Sportello tiene que soportar a su némesis, Christian F. Bjornsen (Josh Brolin), un policía violento y racista que sufre grandilocuentes espejismos sobre su propio papel en el entramado de la justicia. A pesar de la complejidad de los eventos que lo envuelven, Sportello tiene el poder de abstraerse del mundo, gracias a la ligereza que le aporta el consumo de marihuana o cocaína. Es una especie de detective salvaje, mezcla de Jack Kerouac con Humphrey Bogart.

 

Vicio propio no es la mejor película de Anderson.

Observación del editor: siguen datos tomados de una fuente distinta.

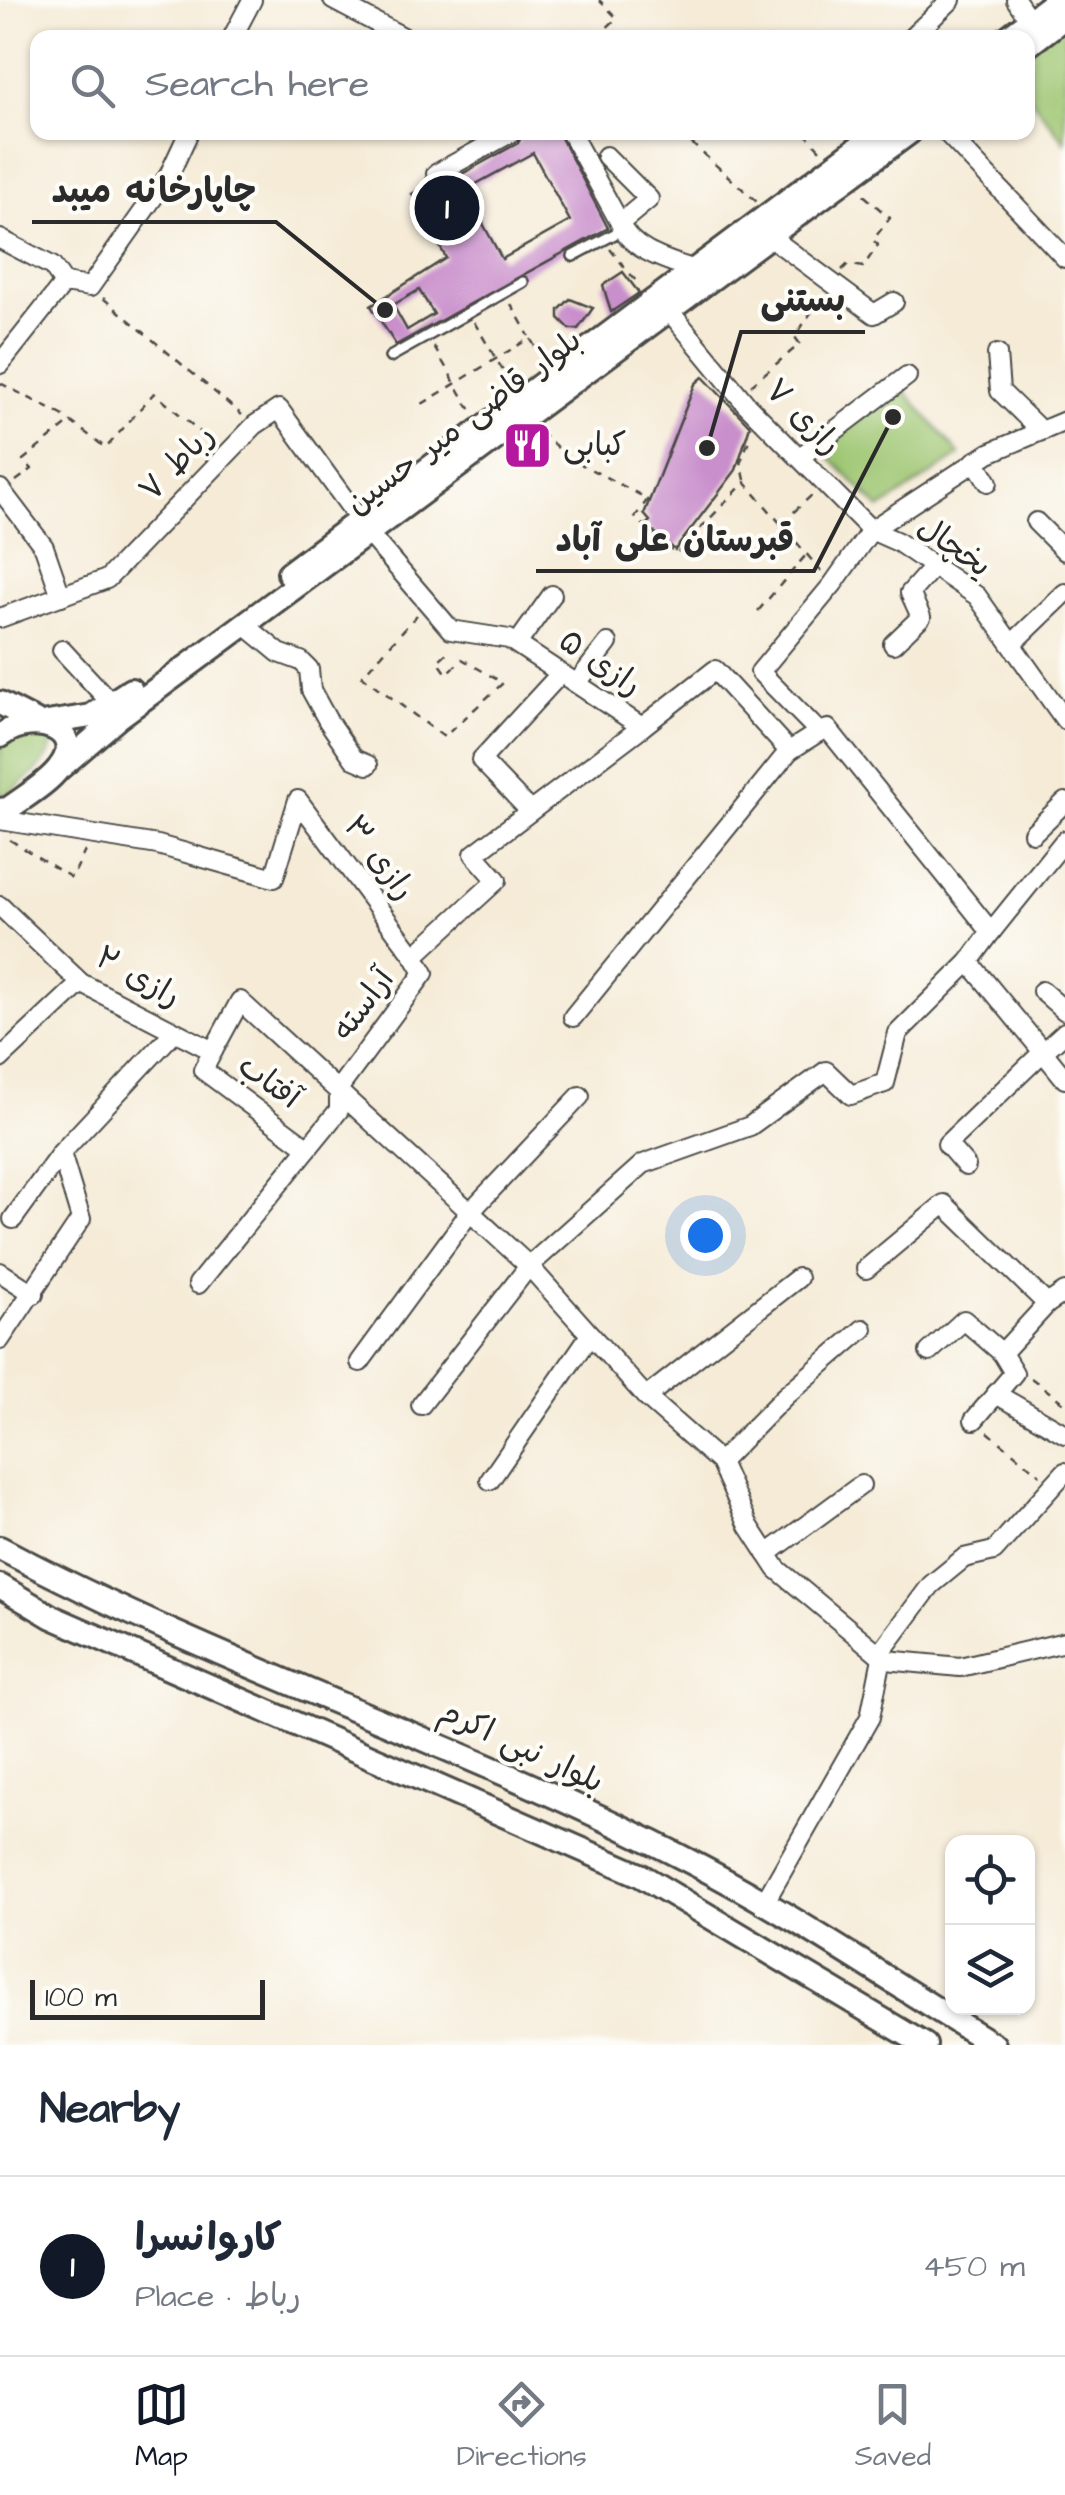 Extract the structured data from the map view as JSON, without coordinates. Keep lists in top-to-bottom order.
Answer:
{
  "streets": {
    "main road": ["بلوار قاضی میر حسین", "بلوار نبی اکرم"],
    "street": [
      "رازی ۷",
      "رباط ۷",
      "یخچال",
      "رازی ۵",
      "رازی ۳",
      "رازی ۲",
      "آراسته",
      "آفتاب"
    ]
  },
  "crossings": [
    ["رازی ۷", "بلوار قاضی میر حسین"],
    ["رازی ۷", "یخچال"],
    ["بلوار قاضی میر حسین", "رباط ۷"],
    ["بلوار قاضی میر حسین", "رازی ۵"],
    ["بلوار قاضی میر حسین", "رازی ۳"],
    ["رباط ۷", "رازی ۵"],
    ["رازی ۵", "رازی ۳"],
    ["رازی ۳", "آراسته"],
    ["رازی ۲", "آفتاب"],
    ["آراسته", "آفتاب"]
  ],
  "places": {
    "other": ["چاپارخانه میبد", "قبرستان علی آباد", "بستنی"],
    "restaurant": ["کبابی"]
  },
  "scale_bar": "100 m",
  "page": {
    "search": "Search here",
    "pins": "1",
    "scale": "100 m",
    "heading": "Nearby",
    "list": [
      {
        "mark": "1",
        "name": "کاروانسرا",
        "note": "Place · رباط",
        "value": "450 m"
      }
    ],
    "nav": ["Map", "Directions", "Saved"]
  }
}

La conexión entre las subtramas tiene un defecto en su relojería que hace que el visionado se ralentice, a diferencia de Magnolia, película que a pesar de la complejidad de su guion, no se dispersa, pero este desliz no le resta valor.

 

De hecho, el atrevimiento de llevar al cine una obra como la de Thomas Pynchon sale bien librado, y el cine de Anderson aprehende aquella ambición un tanto ridícula que los cineastas norteamericanos heredaron de sus escritores: el deseo de construir una obra que abarque en su integridad una época, lo que, ha tratado en cada una de sus películas.